2054 – Un projet de design fictioN
2054. Les températures sont très élevées, tout le temps. L’eau vient à manquer, souvent.
Mais les modes de vie ont changé, progressivement.
Imaginez, les températures battent des records tous les mois, les flux migratoires se sont intensifiés en raison des catastrophes climatiques et l’habitabilité de la Terre est mise à rude épreuve. Imaginez maintenant, que la cathédrale de Strasbourg, désacralisée, est désormais l’épicentre d’une coopérative agricole. Imaginez, et c’est peut-être le plus fou, que les années 2050 sont une décennie paisible, où les personnes ont changé leurs habitudes et participent avec enthousiasme et volonté à la construction d’un nouveau monde.
Quelles adaptations sont nécessaires pour vivre dans ce monde ? Quelles sont ces nouvelles habitudes si réjouissantes ? Comment cultivons-nous et que mangeons-nous ?
Un projet de design fiction
Ce sont toutes les questions qui se posent et auxquelles nous tentons de répondre dans ce projet de design fiction. L’objectif du design fiction est avant tout de donner à voir un futur probable à partir des signaux faibles et des progrès techniques observés aujourd’hui. Il cherche à matérialiser ce que pourrait être le futur pour faire éclore des réflexions, des débats.
Pour cet exercice, nous nous sommes concentrées sur l’une des contraintes climatiques que prévoient les scénarii scientifiques : le manque d’eau.

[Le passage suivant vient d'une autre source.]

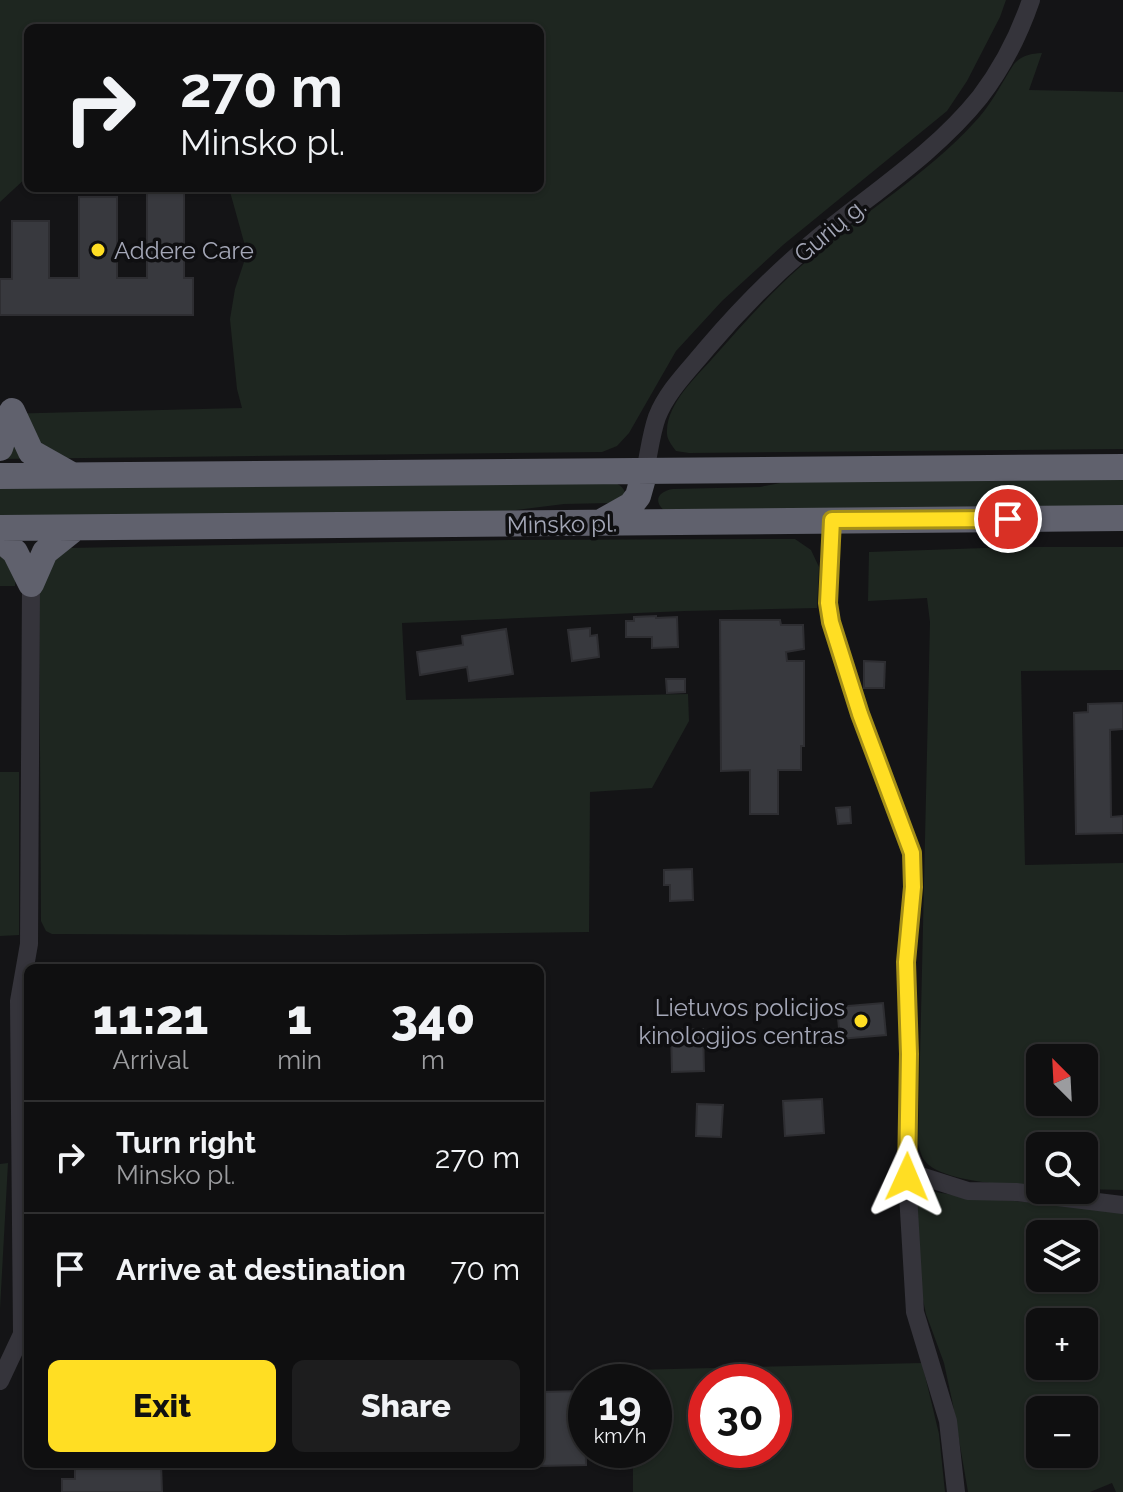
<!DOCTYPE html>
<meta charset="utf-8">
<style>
body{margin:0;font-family:Raleway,sans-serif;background:#1d1d1e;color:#f1f3f6;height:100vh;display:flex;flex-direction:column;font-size:30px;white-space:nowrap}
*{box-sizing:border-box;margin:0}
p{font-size:26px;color:#9b9c9f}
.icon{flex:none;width:44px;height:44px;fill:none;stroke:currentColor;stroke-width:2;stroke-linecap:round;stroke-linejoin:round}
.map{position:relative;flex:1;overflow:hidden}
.details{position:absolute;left:24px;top:964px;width:520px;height:504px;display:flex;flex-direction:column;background:#0f0f10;border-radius:12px;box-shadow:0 2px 6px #0004,0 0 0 2px #2f2f30}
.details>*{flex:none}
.banner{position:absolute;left:24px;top:24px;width:520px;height:168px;border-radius:12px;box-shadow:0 2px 6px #0004,0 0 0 2px #2f2f30;background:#0f0f10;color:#f1f3f6;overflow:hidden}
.needle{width:52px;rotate:336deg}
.fabs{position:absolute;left:1026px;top:1044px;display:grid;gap:16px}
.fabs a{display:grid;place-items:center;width:72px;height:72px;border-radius:12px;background:#0f0f10;box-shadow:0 2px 6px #0004,0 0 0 2px #2f2f30;font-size:40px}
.speed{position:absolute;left:568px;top:1364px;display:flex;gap:16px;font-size:40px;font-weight:700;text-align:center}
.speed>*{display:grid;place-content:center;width:104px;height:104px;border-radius:50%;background:#0f0f10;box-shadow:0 2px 6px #0004,0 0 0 2px #2f2f30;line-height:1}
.speed small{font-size:20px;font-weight:400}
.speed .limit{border:12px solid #d22;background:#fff;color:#111}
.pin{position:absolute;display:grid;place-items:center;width:68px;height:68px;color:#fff;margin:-34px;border:4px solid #fff;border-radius:50%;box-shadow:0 2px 8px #0007}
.me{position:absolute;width:88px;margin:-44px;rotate:1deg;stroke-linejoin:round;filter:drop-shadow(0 0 6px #0008)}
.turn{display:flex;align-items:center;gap:28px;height:168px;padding:0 24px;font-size:36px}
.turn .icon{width:104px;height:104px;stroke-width:2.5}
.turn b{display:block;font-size:56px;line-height:68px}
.eta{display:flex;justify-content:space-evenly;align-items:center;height:136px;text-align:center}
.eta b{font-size:48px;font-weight:800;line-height:56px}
.primary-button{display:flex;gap:16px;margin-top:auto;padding:16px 24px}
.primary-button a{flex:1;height:92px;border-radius:12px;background:#ffde23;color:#111;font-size:32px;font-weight:800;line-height:92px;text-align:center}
.primary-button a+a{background:#1d1d1e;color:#f1f3f6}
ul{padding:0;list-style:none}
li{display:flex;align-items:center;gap:24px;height:112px;padding:0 24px;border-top:2px solid #2f2f30}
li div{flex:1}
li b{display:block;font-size:30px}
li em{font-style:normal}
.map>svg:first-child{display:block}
.green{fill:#1e2620;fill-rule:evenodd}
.building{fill:#38393e;stroke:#2e2e32;stroke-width:2}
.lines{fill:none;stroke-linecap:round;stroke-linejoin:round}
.minor{stroke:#35343b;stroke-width:18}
.highway{stroke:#60616d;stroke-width:26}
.route-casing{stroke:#a69017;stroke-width:20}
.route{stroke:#ffde23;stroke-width:14}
.poi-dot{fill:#ffde23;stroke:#0f0f11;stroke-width:3}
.labels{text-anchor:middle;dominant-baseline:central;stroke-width:7;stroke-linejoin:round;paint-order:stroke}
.street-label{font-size:24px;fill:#a4a7b7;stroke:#0f0f11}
.poi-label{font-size:24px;fill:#a4a7b7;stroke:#0f0f11;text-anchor:start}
</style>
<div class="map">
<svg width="1123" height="1492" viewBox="0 0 1123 1492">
<rect width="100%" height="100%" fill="#141416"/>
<!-- green -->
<path class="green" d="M 0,0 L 1006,0 L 1000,17 L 967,81 L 947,111 L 783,245 L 722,301 L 676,351 L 629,433 L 617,446 L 602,452 L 0,459 L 0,414 L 242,408 L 237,389 L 230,319 L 235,289 L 247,253 L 229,188 L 540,188 L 540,28 L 28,28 L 28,176 L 0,202 Z
M 1042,53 L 1029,90 L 1123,92 L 1123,449 L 689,453 L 676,451 C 671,444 666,439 667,430 C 668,403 695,378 712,359 C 740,328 768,295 800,267 C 855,218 923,178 973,124 C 990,107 1001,84 1014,64 C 1022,55 1030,54 1042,53 Z
M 1123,478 L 1123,507 L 665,511 C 652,501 659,491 673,489 L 760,487 L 801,479 Z
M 615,483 C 623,486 625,490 626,498 L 611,503 L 564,504 L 492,513 L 0,520 L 0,488 Z
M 795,539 L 811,550 L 819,567 L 817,608 L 685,611 L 402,623 L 406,700 L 688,694 L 689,721 L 652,788 L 590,792 L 589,932 L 343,935 L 52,934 L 46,931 L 41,921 L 39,575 L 68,548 L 508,540 Z
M 1014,547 L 1123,547 L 1123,670 L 1021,671 L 1025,865 L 1123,863 L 1123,1190 L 1084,1189 L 1084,1146 L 1040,1146 L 1040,1187 C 1015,1186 940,1182 925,1161 C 921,1157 920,1149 918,1144 L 930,622 L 927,598 L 868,601 L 869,552 ZM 1040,1058 L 1084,1058 L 1084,1102 L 1040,1102 Z
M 0,551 L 17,563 L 15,586 L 0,586 Z
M 0,772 L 19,772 L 19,935 L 0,936 Z
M 8,1163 L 0,1309 L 0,1164 Z
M 916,1189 L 973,1198 L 1123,1209 L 1123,1492 L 1116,1492 L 1112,1483 L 1090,1492 L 968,1492 L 953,1405 L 944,1363 L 926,1314 L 919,1281 ZM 1040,1234 L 1084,1234 L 1084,1278 L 1040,1278 ZM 1040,1322 L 1084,1322 L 1084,1366 L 1040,1366 ZM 1040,1410 L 1084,1410 L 1084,1454 L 1040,1454 Z
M 922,1363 L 939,1434 L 945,1492 L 633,1492 L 633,1450 L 654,1450 L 654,1382 L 632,1382 L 632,1370 ZM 706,1382 L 774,1382 L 774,1450 L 706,1450 Z"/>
<!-- building -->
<path class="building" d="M 147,188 L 184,188 L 184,278 L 193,278 L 193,315 L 0,315 L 0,279 L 12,279 L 12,221 L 49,221 L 49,278 L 79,278 L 79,197 L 117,197 L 117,278 L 147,278 Z
M 656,616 L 656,618 L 677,617 L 678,647 L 652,648 L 652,637 L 626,637 L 626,621 L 634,621 L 634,617 Z
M 720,620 L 780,620 L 781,625 L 803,625 L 804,649 L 786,652 L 787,661 L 804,661 L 804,746 L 801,746 L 801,770 L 778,770 L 778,814 L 750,814 L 750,770 L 721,771 Z
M 590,628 L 590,636 L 597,635 L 599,657 L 572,661 L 568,630 Z
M 506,629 L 513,674 L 469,681 L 467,667 L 420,675 L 417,652 L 463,645 L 462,636 Z
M 864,661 L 885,662 L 884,688 L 864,688 Z
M 666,679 L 685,679 L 685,692 L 667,693 Z
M 1123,703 L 1123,729 L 1110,730 L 1111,817 L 1123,816 L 1123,833 L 1076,834 L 1074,713 L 1088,712 L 1088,704 Z
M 850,807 L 851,823 L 838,824 L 836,808 Z
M 692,869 L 693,900 L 670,901 L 670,885 L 664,885 L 664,870 Z
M 883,1003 L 886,1035 L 840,1039 L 837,1007 Z
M 703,1029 L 704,1071 L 672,1072 L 671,1030 Z
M 822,1099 L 824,1133 L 785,1136 L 783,1101 Z
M 697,1104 L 723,1105 L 721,1137 L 696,1136 Z
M 585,1391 L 586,1465 L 540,1466 L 540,1392 Z
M 75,1464 L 161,1464 L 162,1492 L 62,1492 L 62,1479 L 75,1479 Z"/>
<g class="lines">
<!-- minor -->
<path class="minor" d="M 645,471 C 649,453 651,434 657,417 C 667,391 689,370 707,348 C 741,308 779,270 819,237 C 874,192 936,152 980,97 C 1003,67 1019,35 1031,0
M 832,520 L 828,603 L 831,622 L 860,714 L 912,853 L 913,887 L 906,962 L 909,1054 L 907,1177 L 915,1312 L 948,1421 L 956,1492
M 907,1177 L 924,1177 L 968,1191 L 1016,1192 L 1123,1205
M 0,1381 L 22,1334 L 19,1001 L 29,944 L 31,584"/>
<!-- highway -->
<path class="highway" d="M 0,448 L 12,411 L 31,452 L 70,474
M 0,476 L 1123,467
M 601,522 L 631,505 L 638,496 L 645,471
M 0,528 L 1123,518
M 0,539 L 15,552 L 31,584 L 45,552 L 75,528"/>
</g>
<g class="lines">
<defs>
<path id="route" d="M 907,1177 L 909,1054 L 906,962 L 913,887 L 912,853 L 860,714 L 831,622 L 828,603 L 832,520 L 1008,519"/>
</defs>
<!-- route casing -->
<use href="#route" class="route-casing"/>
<!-- route -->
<use href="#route" class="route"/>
</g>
<!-- markers -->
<g class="poi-dot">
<circle cx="98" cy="250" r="8"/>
<circle cx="861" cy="1021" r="8"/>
</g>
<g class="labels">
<!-- street labels -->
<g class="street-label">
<text transform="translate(830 230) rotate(-40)">Gurių g.</text>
<text transform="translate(562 524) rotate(-1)">Minsko pl.</text>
</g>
<!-- poi labels -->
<g class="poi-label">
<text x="114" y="250">Addere Care</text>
<text x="845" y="1007" text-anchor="end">Lietuvos policijos<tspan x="845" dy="28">kinologijos centras</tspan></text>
</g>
</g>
</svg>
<div class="fabs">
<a><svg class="needle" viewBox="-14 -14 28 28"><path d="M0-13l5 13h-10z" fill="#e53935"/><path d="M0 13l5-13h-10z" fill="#9b9c9f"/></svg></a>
<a><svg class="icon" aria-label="search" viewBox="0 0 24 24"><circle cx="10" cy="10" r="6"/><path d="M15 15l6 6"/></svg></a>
<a><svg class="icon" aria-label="layers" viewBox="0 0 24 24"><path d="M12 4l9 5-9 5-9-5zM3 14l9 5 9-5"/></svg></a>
<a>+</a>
<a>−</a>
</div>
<div class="speed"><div>19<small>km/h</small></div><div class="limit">30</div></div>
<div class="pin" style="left:1008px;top:519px;background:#d93025"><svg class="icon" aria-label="arrive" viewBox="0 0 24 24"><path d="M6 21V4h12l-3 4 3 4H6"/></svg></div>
<svg class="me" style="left:907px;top:1177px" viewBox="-20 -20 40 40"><path d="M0-17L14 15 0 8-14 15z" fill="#ffde23" stroke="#fff" stroke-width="4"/></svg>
<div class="banner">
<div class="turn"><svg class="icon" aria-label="right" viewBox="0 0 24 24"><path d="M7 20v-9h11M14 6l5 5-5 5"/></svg><div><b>270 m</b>Minsko pl.</div></div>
</div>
<section class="details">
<div class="eta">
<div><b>11:21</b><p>Arrival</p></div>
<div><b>1</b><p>min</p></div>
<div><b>340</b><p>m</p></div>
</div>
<ul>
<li><svg class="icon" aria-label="right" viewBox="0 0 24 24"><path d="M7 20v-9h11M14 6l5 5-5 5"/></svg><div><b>Turn right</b><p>Minsko pl.</p></div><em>270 m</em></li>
<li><svg class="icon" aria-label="arrive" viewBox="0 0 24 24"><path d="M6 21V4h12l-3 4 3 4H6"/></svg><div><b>Arrive at destination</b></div><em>70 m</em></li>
</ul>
<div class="primary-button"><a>Exit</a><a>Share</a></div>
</section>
</div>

Première étape : construire une utopie, rédiger une éco-fiction
Cette phase est surtout un temps de recherche. Il s’agit aussi de prendre des décisions et d’acter certaines choses (par exemple : y aura-t-il encore des voitures individuelles ?). Nous agrémentons du plus de détails possibles : quelles graines consomment peu d’eau ? Comment permettre à chacun.e de stocker de l’eau, et de cultiver quelques légumes ? Comment s’organisent les journées ? Une coopérative dans la cathédrale, d’accord, mais concrètement qu’est-ce qu’on y fait ? Ce sont donc des longs moments de documentation et d’échange qui ont leur lot de difficultés à surmonter : défendre son idée, l’expliciter pour s’assurer que dans le groupe, quand l’une dit “une grainothèque dans la cathédrale”, les deux autres envisagent la grainothèque de la même manière, etc.
Un temps long mais nécessaire pour, inconsciemment, s’imprégner du monde que nous inventons. Cela nous permet d’être imprégnées de notre utopie pour nous plonger dans l’écriture de l’éco-fiction.
Ci joint, notre récit permettant de se projeter.
Eco-fiction – Quand il n’y aura plus d’eau
Deuxième étape : concevoir et réaliser des artefacts du futur
Pour cette phase, il faut identifier précisément les nouveaux gestes, nouvelles habitudes qu’ont les personnes de 2054. Qui dit nouvelle habitude, dit nouvel objet.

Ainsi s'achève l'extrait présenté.